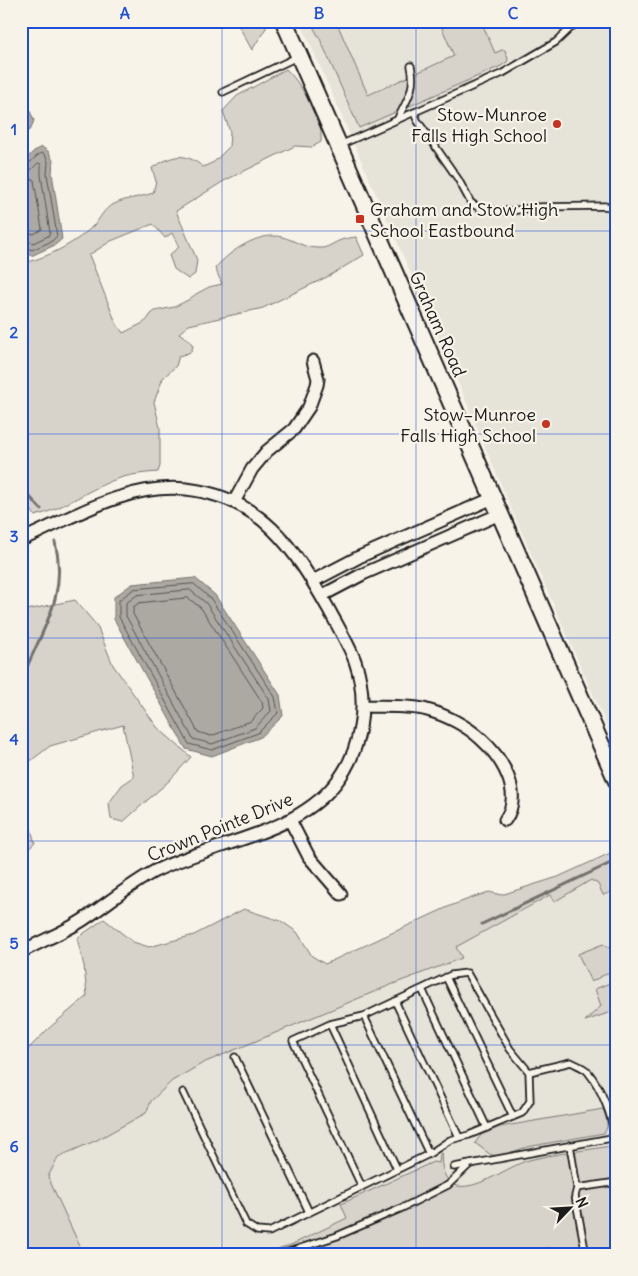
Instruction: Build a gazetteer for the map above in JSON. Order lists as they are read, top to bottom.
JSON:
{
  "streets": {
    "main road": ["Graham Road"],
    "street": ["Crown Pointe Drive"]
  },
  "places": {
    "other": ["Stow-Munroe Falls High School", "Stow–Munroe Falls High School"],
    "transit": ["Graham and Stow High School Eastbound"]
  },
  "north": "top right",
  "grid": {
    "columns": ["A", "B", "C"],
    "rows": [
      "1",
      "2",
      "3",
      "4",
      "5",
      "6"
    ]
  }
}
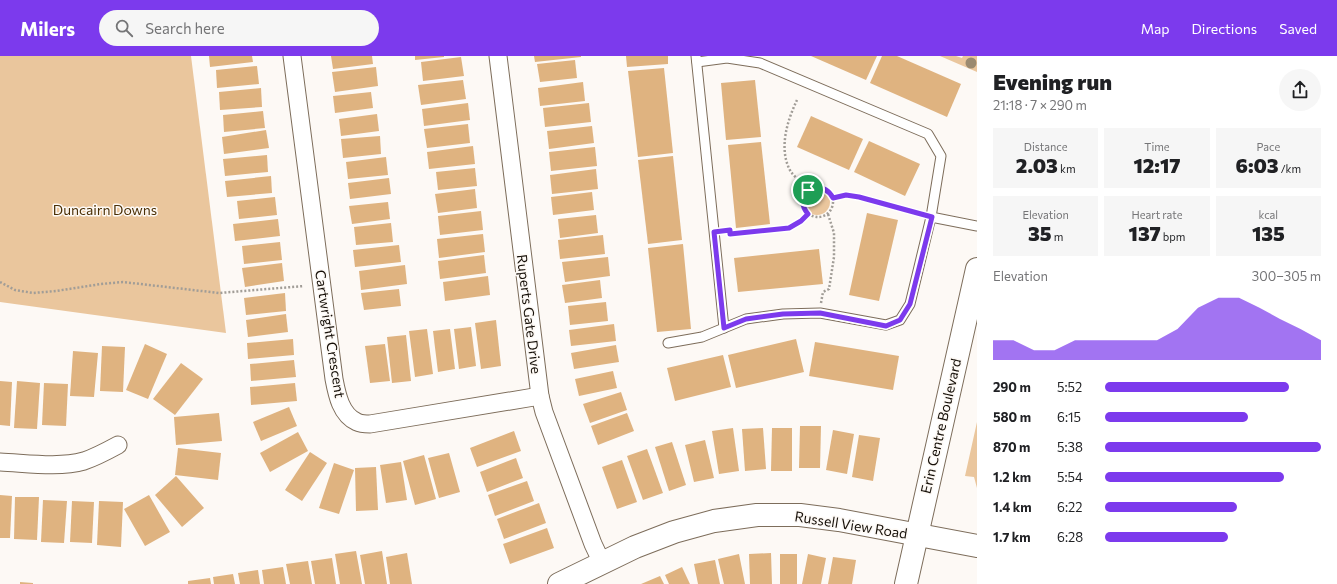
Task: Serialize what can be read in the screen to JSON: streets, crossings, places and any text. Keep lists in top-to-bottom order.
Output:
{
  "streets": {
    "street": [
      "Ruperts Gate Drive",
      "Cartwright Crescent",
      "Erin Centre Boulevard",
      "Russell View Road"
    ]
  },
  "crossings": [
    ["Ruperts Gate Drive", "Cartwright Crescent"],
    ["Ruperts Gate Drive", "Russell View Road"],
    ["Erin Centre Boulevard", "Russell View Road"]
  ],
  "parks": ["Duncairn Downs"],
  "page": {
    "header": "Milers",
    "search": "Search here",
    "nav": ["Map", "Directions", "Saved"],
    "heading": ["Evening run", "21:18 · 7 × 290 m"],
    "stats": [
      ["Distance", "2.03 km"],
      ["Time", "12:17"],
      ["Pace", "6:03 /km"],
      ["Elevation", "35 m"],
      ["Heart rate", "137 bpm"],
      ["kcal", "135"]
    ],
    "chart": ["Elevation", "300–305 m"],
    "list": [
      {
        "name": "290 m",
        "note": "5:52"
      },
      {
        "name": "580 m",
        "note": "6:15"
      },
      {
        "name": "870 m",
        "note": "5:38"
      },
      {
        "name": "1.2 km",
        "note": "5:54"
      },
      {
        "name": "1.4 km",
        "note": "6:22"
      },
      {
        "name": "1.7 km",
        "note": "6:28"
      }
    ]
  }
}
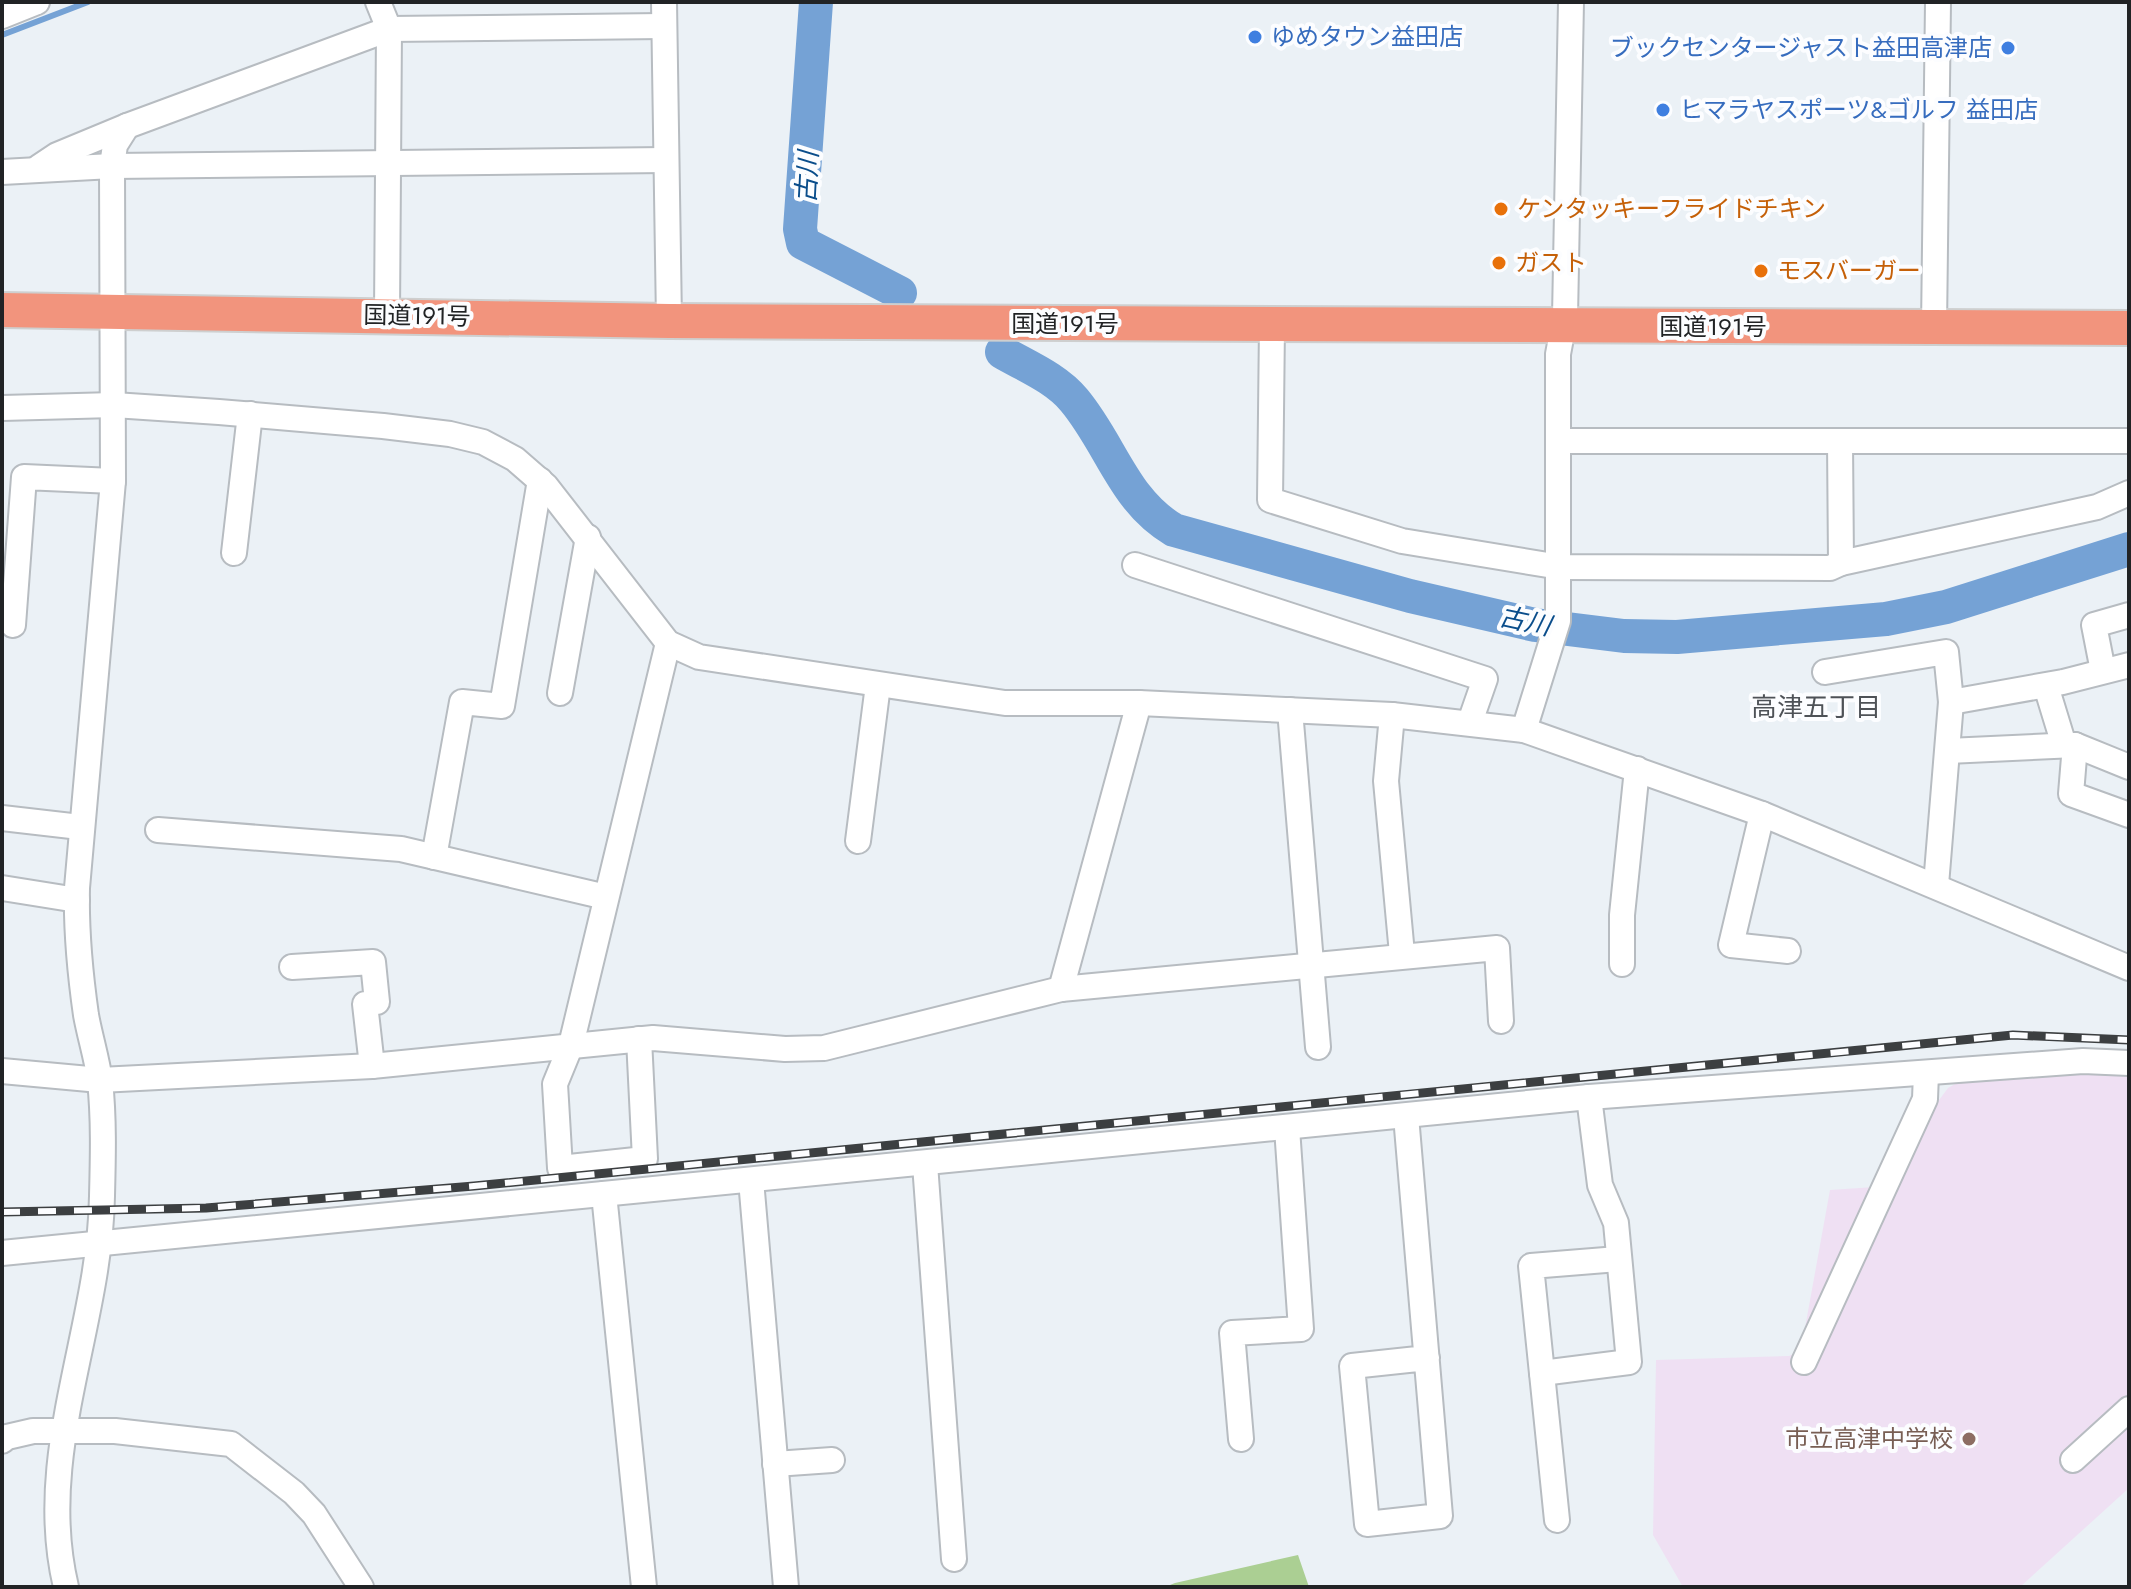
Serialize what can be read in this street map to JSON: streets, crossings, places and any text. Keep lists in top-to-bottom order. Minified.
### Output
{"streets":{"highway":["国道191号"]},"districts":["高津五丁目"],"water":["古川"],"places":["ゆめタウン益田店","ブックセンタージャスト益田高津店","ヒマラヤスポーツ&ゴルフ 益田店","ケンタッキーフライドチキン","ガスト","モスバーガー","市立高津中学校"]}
..............................
**ACTIVITY:**
The lines to return are those with the string "read" in them; copy each from the entries above.

**RESPONSE:**
Instruction: Build a gazetteer for the map above in JSON. Order lists as they are read, top to bottom.
Task: Serialize what can be read in the screen to JSON: streets, crossings, places and any text. Keep lists in top-to-bottom order.
Serialize what can be read in this street map to JSON: streets, crossings, places and any text. Keep lists in top-to-bottom order. Minified.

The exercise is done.